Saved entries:

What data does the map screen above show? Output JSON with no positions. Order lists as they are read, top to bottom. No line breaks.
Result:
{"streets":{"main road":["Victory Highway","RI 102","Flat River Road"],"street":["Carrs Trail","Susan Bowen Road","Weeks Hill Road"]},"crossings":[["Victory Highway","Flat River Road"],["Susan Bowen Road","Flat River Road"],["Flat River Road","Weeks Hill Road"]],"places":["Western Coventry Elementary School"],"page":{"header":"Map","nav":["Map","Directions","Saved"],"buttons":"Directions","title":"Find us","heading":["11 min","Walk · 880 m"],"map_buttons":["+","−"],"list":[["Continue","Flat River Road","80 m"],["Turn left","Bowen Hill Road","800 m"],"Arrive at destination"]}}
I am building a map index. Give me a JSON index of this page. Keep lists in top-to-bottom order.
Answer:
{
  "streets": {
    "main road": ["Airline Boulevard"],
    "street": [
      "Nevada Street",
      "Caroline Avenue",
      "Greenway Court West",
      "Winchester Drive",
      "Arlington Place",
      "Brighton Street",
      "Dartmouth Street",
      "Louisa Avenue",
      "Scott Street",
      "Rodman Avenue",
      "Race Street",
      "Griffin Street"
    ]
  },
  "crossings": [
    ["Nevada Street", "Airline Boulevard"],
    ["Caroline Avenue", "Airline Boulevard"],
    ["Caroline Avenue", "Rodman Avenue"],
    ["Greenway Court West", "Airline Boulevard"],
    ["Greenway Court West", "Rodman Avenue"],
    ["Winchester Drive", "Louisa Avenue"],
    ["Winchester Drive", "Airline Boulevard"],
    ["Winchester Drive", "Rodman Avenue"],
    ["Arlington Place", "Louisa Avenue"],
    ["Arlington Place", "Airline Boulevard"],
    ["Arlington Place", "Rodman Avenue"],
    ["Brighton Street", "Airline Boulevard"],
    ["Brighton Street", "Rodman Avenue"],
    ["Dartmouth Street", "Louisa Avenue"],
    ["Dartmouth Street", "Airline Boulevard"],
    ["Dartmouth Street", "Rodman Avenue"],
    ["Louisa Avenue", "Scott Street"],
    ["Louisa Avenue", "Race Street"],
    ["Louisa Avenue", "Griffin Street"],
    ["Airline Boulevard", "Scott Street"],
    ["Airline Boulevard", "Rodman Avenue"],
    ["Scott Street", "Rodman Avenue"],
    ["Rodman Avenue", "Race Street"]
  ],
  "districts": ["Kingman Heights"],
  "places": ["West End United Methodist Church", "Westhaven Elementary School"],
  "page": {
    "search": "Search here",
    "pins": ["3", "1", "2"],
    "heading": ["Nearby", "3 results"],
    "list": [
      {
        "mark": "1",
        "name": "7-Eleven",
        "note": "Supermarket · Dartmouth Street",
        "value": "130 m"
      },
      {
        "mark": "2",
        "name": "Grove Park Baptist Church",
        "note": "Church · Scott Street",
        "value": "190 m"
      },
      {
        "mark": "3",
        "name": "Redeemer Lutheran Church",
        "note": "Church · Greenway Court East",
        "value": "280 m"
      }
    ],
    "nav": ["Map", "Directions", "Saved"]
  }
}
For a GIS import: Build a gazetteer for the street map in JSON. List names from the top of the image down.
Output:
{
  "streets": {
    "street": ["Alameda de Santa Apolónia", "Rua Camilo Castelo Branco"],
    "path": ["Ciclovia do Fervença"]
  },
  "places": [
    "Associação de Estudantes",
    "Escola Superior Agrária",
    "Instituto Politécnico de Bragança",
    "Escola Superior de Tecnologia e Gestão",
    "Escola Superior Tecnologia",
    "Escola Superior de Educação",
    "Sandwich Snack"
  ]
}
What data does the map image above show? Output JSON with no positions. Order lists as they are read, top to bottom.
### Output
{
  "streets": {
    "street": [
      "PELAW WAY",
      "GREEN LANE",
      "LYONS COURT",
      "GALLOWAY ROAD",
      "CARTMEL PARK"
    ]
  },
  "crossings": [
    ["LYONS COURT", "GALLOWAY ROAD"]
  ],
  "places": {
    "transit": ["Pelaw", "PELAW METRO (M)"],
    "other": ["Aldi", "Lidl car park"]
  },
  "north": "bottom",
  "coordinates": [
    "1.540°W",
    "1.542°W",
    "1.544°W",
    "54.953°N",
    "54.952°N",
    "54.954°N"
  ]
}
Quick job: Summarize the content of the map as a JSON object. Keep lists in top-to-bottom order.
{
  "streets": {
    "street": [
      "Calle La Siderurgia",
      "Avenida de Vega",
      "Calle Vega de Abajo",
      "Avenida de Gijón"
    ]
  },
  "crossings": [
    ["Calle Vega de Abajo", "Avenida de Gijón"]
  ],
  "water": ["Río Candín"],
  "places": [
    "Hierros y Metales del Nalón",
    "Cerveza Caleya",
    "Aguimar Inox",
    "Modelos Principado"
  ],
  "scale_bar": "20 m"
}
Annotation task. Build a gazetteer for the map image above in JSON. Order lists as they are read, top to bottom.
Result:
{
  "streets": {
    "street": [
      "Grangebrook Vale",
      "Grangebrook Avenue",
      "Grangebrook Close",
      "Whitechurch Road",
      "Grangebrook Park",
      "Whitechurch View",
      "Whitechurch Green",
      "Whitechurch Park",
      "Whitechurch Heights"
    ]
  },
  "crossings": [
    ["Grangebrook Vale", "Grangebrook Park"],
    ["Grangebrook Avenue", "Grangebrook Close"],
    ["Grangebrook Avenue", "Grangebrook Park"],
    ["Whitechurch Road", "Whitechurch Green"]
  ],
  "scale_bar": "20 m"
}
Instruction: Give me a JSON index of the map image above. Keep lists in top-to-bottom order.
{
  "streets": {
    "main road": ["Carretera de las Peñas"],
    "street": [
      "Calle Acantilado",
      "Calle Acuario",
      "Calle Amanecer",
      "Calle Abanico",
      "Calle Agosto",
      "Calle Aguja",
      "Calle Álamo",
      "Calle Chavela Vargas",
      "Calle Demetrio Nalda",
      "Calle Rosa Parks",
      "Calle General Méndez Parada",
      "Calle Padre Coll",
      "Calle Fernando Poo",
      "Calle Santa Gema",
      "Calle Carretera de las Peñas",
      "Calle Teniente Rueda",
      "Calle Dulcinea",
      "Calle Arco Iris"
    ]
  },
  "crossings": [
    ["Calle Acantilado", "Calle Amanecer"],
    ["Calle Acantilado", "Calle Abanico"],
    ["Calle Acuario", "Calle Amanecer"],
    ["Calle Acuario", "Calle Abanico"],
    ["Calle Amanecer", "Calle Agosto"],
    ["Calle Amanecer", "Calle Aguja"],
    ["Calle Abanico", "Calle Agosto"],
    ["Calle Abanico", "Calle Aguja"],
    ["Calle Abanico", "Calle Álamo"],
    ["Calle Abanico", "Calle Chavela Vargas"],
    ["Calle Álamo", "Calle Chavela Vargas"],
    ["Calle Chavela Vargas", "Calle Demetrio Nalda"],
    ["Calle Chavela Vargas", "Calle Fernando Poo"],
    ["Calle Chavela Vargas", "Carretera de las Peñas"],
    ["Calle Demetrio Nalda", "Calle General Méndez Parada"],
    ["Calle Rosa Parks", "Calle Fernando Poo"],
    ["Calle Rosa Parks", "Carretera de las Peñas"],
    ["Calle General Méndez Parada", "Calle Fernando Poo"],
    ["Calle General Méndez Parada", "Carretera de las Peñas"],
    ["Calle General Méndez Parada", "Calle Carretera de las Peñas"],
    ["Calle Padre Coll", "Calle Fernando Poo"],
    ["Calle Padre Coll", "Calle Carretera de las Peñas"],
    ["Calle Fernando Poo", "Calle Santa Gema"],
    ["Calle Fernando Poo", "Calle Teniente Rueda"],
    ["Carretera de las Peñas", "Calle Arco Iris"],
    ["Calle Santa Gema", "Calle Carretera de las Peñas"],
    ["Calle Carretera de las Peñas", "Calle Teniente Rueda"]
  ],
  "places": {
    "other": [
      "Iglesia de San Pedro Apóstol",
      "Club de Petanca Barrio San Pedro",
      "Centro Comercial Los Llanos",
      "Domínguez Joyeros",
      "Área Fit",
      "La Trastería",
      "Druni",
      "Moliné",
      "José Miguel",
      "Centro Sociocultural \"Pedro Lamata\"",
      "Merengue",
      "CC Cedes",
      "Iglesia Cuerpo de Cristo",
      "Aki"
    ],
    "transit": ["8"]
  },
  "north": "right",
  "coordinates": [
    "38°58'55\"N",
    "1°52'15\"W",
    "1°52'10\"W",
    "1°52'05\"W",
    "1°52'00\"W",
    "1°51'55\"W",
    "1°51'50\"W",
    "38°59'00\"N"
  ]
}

▶ **EXERCISE INSTRUCTIONS**
Each line from the top of the entries above through the line containing "I am building" must be transcribed exactly, and no other line may appear.

▶ **SOLUTION TO THIS TASK**
What data does the map screen above show? Output JSON with no positions. Order lists as they are read, top to bottom. No line breaks.
Result:
{"streets":{"main road":["Victory Highway","RI 102","Flat River Road"],"street":["Carrs Trail","Susan Bowen Road","Weeks Hill Road"]},"crossings":[["Victory Highway","Flat River Road"],["Susan Bowen Road","Flat River Road"],["Flat River Road","Weeks Hill Road"]],"places":["Western Coventry Elementary School"],"page":{"header":"Map","nav":["Map","Directions","Saved"],"buttons":"Directions","title":"Find us","heading":["11 min","Walk · 880 m"],"map_buttons":["+","−"],"list":[["Continue","Flat River Road","80 m"],["Turn left","Bowen Hill Road","800 m"],"Arrive at destination"]}}
I am building a map index. Give me a JSON index of this page. Keep lists in top-to-bottom order.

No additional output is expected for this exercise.